Frank groaned. "Damn the man!" he muttered. The Count had given him the slip and no doubt was even now well on his way back to Italy.

There was another man waiting in the lobby, who had come in just after Frank, carrying a large bag that probably meant a lengthy stay. Shortly after Frank left the clerk finally returned to the reception desk. The man gave his name as John Kane, checked in to one of the cheaper rooms and then asked, "Is there a man staying here, middle aged, long thin face, little round glasses? What is his name and how long has he been here?"

"I'm sorry Sir, we never give out information about our guests."

"I think you had better tell me everything you know. Here is my identification. You will see that I am a Detective Inspector from Scotland Yard."

Vicars became increasingly anxious as the next few days went by. The police had made no progress at all, in spite of asking hundreds of questions of the Office of Arms personnel. Even Inspector Kane of the Yard seemed to have found no lead. He did manage a brief talk with Frank when they contrived to get a few minutes to themselves in his office. Frank was adamant that he had seen nothing of the jewels since he had left them in Italy. He had waited patiently in London for their return and had left England only on the very morning that the theft was discovered. Vicars would have accepted this story without question except for one thing, the leather jewel case which he had seen when he opened the safe. He had given this to Frank, the jewelled cross and badge safely inside. If this had been left in Italy as Frank said, how could it have been returned to the safe? Even the ribbon that had fastened the badge still lay within, only the jewels themselves were gone. Frank was his friend; he did not like to suspect him of lying, or worse. But the more he considered the evidence, the more he could find no explanation save Frank's dishonesty.

He became convinced, finally, by the fact that Frank seemed to be avoiding the Office of Arms since his return from London. It seemed that he was afraid to face Vicars' suspicions. He decided to seek out Frank and entreat him to return the jewels. They had been good friends for a long time; he would not go to the police with what he knew if he could only have the jewels back. He could pretend that they had been taken from the safe for some purpose and been mislaid. He remembered how Frank had been very short of money just before he left for London. Having such valuable gems in his possession must have been an irresistible temptation. If he tried to sell them or pawn them in Dublin, he would certainly be caught; the police were keeping a close watch on all known fences and pawnshops. He was sure Frank would listen to reason and give them back rather than risk the disgrace to his family of being exposed as a thief.

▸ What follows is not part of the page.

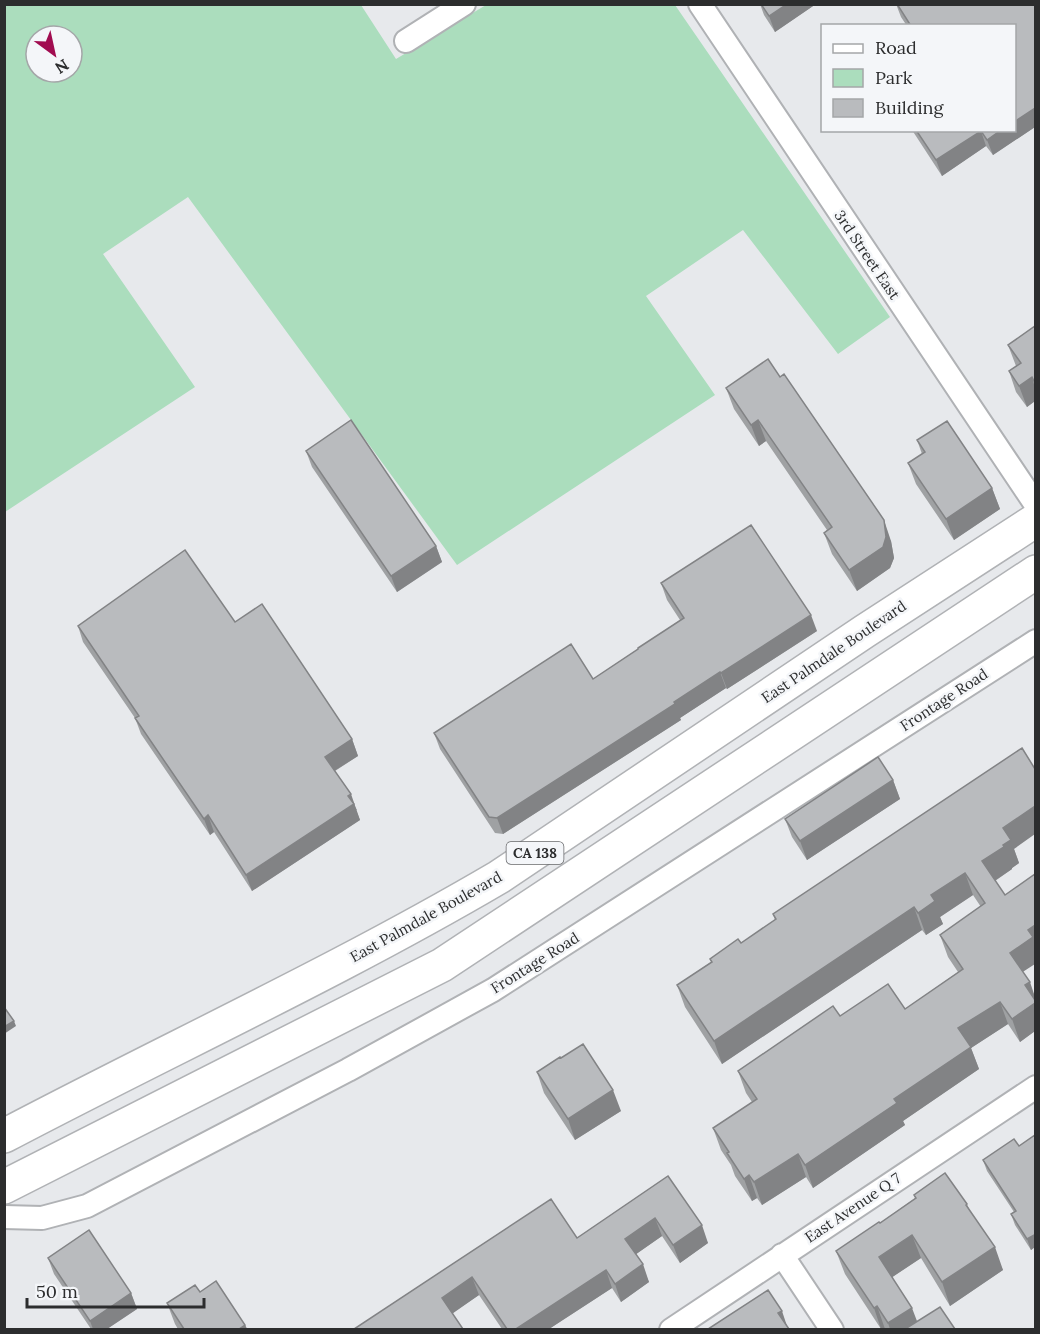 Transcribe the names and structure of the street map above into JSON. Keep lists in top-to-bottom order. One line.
{"streets":{"highway":["East Palmdale Boulevard","CA 138"],"street":["3rd Street East","Frontage Road","East Avenue Q 7"]},"legend":["Road","Park","Building"],"scale_bar":"50 m","north":"bottom right"} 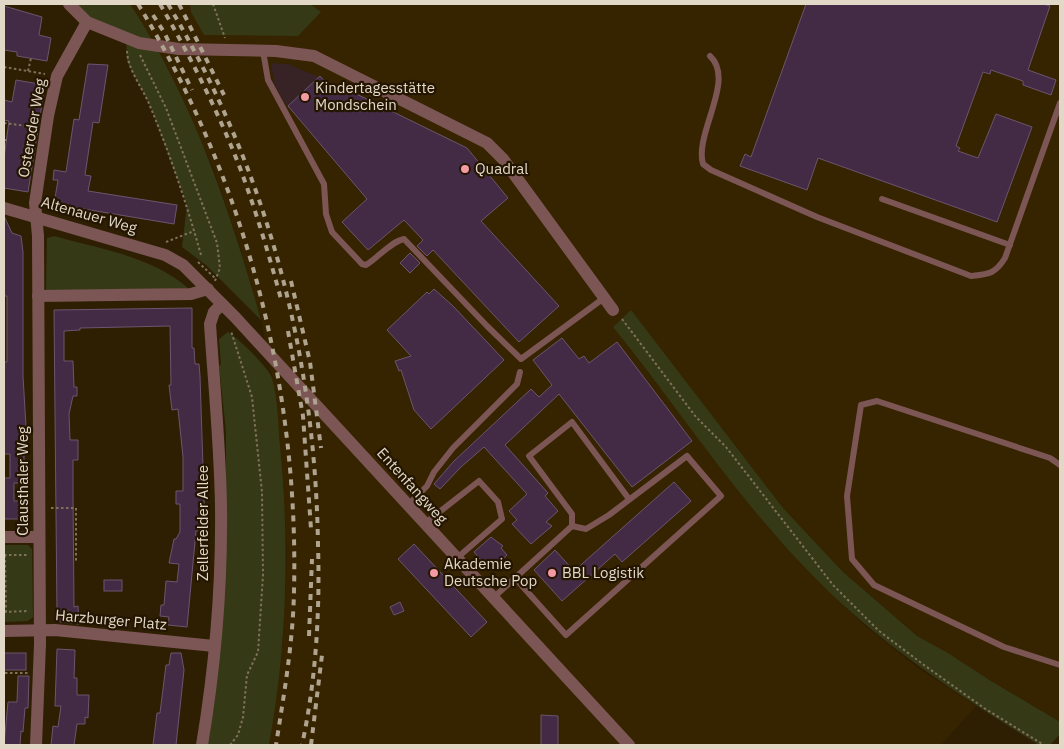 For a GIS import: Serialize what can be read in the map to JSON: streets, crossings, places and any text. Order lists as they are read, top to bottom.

Vicars started his search in a club where he knew Frank was often to be found. He was surprised to see, not Frank, but Captain Richard Gorges enjoying a glass of whiskey. The surprise was not that Gorges was drinking, that seemed to be his usual occupation, but Vicars had heard that he had been barred from that club for not paying his bill.

"Good evening, Captain. Are you expecting Frank Shackleton here tonight? I must speak to him urgently."

"Sir Arthur! No, Frank won't be here, he's gone to Italy. I thought you knew all about it. He told me he was going on some private business for you. I must say he's been very secretive lately. But still, I shouldn't complain, before he left he paid my bar bill here. What a friend! No, I won't say a word against him. But it is hard on him, Sir Arthur, to always be going abroad on your errands. It's so awfully hot in Italy in summer." It was obvious that this was not the Captain's first drink.

The evidence was mounting up. Afraid to sell the jewels in Dublin, Frank had left the country, lying to his closest friend about the reason for his hasty departure. If he had paid the Captain's bar bill, he could no longer be short of money. Where could the money have come from? He must have managed to sell one of the less identifiable pieces. Perhaps one of the gold collars has been melted down, Vicars thought, or has he sold my mother's pearls? Vicars' last shred of hope dissolved in the bitter knowledge that he had been betrayed.